» Problem requirements
Please copy out each line of the listing that contains the word "building".

» Material for this task
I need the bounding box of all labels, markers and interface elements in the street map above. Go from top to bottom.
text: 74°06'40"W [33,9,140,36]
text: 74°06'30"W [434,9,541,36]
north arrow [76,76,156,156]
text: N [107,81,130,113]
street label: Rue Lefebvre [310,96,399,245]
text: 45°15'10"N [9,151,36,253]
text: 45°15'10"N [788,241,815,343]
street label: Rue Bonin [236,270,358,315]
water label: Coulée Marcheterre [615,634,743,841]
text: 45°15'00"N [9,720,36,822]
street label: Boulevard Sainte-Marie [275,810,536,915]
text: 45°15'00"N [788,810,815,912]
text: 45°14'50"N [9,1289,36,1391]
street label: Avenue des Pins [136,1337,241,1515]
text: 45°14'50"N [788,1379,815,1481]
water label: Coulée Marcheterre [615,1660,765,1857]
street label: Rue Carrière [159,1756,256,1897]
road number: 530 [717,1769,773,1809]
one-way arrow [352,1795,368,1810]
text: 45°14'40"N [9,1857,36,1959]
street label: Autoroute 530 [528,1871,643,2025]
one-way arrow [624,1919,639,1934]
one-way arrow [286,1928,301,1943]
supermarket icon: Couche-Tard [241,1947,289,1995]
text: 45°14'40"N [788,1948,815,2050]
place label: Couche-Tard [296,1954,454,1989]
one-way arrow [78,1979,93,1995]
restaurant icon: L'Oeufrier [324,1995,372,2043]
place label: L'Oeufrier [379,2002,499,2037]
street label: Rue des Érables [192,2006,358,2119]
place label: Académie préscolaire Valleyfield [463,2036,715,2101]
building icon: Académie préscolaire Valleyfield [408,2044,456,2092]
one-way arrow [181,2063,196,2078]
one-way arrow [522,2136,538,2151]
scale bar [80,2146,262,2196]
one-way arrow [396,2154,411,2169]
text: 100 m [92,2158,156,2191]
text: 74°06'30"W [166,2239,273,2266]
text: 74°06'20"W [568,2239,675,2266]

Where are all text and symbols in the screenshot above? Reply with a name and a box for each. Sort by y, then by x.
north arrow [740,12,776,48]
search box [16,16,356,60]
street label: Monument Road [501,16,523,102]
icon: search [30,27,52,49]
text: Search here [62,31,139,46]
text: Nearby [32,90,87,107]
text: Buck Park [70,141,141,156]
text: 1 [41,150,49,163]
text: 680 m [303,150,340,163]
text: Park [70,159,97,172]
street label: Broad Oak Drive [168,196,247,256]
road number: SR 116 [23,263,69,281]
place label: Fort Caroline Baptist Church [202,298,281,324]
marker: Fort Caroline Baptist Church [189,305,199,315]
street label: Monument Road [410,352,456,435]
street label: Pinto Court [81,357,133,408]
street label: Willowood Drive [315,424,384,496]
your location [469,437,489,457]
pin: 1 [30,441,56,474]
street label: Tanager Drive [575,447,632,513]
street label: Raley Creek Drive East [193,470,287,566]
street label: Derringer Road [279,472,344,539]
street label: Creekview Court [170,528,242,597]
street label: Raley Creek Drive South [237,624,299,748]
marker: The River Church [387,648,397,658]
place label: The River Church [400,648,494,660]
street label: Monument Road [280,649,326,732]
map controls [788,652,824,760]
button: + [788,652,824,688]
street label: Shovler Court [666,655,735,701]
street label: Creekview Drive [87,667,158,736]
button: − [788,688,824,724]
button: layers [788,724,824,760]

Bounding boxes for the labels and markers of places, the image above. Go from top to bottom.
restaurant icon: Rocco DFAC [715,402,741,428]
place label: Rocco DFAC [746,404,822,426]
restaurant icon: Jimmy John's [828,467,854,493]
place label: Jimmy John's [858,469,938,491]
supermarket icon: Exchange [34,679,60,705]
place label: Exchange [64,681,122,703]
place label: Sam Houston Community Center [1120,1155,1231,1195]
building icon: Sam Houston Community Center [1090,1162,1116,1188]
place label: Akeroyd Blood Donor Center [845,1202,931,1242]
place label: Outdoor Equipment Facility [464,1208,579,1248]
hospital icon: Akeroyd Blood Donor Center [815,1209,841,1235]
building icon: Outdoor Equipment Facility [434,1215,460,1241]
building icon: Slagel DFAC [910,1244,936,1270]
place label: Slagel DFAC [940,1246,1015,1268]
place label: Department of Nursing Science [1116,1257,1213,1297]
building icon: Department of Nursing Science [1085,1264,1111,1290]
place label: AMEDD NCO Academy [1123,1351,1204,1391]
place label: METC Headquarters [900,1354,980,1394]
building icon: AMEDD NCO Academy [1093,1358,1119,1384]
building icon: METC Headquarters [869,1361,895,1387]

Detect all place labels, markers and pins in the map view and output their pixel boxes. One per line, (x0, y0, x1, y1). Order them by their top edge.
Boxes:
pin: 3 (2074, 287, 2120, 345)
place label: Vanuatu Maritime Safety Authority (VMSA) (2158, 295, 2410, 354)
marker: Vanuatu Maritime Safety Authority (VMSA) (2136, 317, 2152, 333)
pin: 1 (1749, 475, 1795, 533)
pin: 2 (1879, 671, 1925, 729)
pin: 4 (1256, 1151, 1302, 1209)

» Exercise result
building icon: Académie préscolaire Valleyfield [408,2044,456,2092]
building icon: Sam Houston Community Center [1090,1162,1116,1188]
building icon: Outdoor Equipment Facility [434,1215,460,1241]
building icon: Slagel DFAC [910,1244,936,1270]
building icon: Department of Nursing Science [1085,1264,1111,1290]
building icon: AMEDD NCO Academy [1093,1358,1119,1384]
building icon: METC Headquarters [869,1361,895,1387]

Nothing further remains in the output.